The lines you return must be all those in the data that hold the string "aside".

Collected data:
= Beginning of Section =

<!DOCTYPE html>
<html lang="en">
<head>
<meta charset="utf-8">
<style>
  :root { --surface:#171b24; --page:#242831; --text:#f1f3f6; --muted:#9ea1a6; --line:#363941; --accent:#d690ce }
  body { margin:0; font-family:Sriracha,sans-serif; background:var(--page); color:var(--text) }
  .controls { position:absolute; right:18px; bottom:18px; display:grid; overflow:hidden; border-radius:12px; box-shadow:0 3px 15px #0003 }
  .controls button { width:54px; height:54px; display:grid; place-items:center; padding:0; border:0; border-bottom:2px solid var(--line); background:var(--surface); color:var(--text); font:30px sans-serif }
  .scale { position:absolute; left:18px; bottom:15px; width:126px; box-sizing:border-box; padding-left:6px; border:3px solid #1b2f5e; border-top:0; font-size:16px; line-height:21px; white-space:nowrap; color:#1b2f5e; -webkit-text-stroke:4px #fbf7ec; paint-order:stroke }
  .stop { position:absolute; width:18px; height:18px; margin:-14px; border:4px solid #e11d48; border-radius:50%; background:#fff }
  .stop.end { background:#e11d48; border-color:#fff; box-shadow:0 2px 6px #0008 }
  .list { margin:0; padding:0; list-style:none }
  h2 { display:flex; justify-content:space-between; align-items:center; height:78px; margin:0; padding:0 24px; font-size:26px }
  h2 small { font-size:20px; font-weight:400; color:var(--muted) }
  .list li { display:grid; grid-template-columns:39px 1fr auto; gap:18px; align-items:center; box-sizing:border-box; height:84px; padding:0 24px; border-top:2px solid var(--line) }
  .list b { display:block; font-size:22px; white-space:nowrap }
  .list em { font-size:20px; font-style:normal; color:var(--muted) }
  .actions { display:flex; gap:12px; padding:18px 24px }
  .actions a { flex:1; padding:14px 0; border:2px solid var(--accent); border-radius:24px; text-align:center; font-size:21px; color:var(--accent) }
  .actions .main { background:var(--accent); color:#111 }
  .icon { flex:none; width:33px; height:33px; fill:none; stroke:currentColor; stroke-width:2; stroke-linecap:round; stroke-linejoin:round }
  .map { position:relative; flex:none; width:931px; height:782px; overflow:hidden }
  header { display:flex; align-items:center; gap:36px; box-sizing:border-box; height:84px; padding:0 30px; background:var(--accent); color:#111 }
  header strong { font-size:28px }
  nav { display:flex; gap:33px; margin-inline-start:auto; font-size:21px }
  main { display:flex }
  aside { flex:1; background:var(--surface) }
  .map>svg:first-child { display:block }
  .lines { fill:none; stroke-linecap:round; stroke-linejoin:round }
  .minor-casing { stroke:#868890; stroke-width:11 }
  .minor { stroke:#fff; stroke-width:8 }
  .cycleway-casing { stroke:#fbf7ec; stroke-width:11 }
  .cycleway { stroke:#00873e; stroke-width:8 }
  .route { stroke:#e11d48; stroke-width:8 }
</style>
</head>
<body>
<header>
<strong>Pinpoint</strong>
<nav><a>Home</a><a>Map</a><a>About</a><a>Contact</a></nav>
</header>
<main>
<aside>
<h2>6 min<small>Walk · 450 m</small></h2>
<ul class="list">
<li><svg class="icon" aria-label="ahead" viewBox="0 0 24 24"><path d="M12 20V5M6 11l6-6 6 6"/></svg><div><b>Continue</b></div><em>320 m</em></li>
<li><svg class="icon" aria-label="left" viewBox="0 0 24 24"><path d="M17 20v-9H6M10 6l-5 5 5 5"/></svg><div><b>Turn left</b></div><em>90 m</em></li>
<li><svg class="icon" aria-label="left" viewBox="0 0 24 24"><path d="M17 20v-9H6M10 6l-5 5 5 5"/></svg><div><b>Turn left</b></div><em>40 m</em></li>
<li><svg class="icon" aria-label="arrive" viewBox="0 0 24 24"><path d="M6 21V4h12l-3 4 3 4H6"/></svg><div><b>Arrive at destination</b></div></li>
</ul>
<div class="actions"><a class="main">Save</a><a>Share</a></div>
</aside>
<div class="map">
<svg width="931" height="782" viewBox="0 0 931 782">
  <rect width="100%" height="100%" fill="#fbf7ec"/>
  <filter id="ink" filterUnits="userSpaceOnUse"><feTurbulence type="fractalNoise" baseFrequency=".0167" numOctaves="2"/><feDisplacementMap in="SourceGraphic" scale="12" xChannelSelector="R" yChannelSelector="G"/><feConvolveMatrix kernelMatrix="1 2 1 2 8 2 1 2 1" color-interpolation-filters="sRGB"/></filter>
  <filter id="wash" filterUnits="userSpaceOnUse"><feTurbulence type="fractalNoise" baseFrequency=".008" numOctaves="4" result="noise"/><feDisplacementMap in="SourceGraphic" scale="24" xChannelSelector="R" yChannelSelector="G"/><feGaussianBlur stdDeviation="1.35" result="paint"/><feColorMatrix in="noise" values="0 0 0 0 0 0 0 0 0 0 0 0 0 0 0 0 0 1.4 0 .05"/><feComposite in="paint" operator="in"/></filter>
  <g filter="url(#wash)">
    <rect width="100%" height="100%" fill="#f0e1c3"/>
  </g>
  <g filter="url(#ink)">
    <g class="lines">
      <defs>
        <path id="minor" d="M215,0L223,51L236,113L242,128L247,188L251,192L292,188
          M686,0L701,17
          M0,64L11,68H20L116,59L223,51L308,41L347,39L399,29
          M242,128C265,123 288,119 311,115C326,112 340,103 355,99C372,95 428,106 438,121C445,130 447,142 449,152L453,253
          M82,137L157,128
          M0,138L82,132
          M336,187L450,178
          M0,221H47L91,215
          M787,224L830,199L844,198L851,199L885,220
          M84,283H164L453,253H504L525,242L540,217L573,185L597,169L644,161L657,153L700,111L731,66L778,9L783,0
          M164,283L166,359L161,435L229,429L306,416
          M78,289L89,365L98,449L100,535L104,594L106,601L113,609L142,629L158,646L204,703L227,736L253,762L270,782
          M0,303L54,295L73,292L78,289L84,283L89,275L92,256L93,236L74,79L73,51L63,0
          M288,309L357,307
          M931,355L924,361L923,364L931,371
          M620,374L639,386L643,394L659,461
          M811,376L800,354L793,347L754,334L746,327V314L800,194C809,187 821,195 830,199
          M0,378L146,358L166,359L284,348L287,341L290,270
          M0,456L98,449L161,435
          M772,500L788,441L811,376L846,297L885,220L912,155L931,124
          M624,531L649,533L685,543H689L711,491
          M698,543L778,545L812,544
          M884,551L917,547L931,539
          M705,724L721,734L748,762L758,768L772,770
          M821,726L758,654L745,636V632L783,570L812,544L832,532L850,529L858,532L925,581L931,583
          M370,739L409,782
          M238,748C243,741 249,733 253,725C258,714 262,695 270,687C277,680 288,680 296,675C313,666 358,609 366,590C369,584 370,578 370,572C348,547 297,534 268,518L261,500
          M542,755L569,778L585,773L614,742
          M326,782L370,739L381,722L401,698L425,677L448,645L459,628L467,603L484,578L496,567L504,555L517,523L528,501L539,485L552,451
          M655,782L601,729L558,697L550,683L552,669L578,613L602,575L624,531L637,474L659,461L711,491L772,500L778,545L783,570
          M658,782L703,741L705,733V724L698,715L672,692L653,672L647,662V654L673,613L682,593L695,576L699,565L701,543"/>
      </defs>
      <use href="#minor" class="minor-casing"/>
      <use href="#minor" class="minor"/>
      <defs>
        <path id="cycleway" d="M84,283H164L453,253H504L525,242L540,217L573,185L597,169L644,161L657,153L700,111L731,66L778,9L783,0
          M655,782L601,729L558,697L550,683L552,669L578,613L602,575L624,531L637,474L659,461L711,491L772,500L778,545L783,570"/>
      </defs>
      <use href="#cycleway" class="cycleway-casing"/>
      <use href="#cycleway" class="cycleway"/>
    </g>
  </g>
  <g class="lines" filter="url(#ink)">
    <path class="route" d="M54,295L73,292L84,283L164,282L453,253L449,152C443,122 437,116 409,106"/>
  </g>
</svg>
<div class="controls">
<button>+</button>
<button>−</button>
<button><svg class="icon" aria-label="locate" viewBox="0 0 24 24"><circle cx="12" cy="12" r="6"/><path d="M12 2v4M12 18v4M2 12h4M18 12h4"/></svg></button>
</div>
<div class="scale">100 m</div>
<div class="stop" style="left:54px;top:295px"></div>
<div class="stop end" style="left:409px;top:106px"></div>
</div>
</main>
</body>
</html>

= End of Section =

> [Response to the exercise]
  aside { flex:1; background:var(--surface) }
<aside>
</aside>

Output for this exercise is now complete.